## EXTRACTED MATERIAL:
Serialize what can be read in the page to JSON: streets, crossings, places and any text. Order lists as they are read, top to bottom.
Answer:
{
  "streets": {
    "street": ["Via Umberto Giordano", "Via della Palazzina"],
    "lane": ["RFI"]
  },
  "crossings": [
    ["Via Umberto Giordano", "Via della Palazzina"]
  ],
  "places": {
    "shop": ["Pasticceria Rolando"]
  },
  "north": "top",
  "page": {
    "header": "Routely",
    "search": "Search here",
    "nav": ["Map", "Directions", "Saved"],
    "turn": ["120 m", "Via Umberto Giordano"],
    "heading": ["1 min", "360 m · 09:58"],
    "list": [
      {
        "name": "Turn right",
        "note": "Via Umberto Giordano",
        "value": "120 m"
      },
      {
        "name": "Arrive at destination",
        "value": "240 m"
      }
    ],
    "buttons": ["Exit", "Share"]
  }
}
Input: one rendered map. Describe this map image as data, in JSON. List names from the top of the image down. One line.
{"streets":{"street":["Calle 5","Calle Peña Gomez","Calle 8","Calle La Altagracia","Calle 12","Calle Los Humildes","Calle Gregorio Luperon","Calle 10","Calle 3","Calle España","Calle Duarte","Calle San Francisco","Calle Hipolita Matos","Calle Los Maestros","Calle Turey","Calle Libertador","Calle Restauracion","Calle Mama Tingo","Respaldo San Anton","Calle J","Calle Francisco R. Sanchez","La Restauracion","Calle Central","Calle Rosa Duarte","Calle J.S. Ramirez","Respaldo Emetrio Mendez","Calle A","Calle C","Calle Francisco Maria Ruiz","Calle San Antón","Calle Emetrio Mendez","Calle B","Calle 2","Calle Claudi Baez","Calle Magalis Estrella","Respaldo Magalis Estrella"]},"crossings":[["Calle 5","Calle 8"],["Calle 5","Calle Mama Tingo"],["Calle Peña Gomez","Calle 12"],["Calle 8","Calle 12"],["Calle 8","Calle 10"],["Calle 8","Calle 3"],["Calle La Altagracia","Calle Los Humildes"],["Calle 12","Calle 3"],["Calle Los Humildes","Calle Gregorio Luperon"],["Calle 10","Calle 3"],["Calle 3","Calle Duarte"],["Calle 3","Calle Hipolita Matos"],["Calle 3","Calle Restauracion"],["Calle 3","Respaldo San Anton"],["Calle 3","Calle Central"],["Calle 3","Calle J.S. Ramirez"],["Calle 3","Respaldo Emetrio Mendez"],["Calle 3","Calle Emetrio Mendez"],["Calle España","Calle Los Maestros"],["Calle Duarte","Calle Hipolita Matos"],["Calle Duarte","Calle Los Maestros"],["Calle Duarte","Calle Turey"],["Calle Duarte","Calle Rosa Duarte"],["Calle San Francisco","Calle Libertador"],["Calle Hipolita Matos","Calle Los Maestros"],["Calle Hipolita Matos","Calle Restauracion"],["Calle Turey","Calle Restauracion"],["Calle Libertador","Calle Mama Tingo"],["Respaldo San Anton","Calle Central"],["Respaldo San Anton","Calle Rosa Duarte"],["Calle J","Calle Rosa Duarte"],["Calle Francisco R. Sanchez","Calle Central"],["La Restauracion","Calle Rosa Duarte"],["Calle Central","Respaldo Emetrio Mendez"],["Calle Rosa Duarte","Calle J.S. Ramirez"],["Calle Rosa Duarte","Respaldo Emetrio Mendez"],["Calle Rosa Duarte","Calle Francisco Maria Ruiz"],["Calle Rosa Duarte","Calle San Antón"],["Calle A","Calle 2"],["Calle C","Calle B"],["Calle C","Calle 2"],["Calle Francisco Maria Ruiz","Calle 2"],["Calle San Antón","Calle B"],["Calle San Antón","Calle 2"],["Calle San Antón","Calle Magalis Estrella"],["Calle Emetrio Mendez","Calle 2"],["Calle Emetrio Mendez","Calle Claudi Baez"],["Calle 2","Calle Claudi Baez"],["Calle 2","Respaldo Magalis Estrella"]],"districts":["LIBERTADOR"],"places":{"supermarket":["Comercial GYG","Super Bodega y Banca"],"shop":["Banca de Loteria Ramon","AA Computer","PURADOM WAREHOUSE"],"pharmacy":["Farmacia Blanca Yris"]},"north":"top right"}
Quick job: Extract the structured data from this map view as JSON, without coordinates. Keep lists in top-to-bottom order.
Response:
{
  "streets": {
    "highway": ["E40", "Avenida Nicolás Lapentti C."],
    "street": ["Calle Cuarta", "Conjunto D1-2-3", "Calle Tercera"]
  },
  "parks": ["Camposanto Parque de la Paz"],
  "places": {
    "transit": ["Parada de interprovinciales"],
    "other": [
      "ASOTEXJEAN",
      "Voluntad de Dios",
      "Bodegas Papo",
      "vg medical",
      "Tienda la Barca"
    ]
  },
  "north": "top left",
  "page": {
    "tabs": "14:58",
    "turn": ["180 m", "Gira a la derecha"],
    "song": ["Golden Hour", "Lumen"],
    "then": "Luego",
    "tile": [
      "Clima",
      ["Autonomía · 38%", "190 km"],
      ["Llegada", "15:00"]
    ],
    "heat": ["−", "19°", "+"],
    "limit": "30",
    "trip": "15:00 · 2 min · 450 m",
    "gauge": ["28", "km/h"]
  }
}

## REQUIREMENT:
From the data, list each line in which the string "Umberto" appears.

## EXERCISE RESULT:
    "street": ["Via Umberto Giordano", "Via della Palazzina"],
    ["Via Umberto Giordano", "Via della Palazzina"]
    "turn": ["120 m", "Via Umberto Giordano"],
        "note": "Via Umberto Giordano",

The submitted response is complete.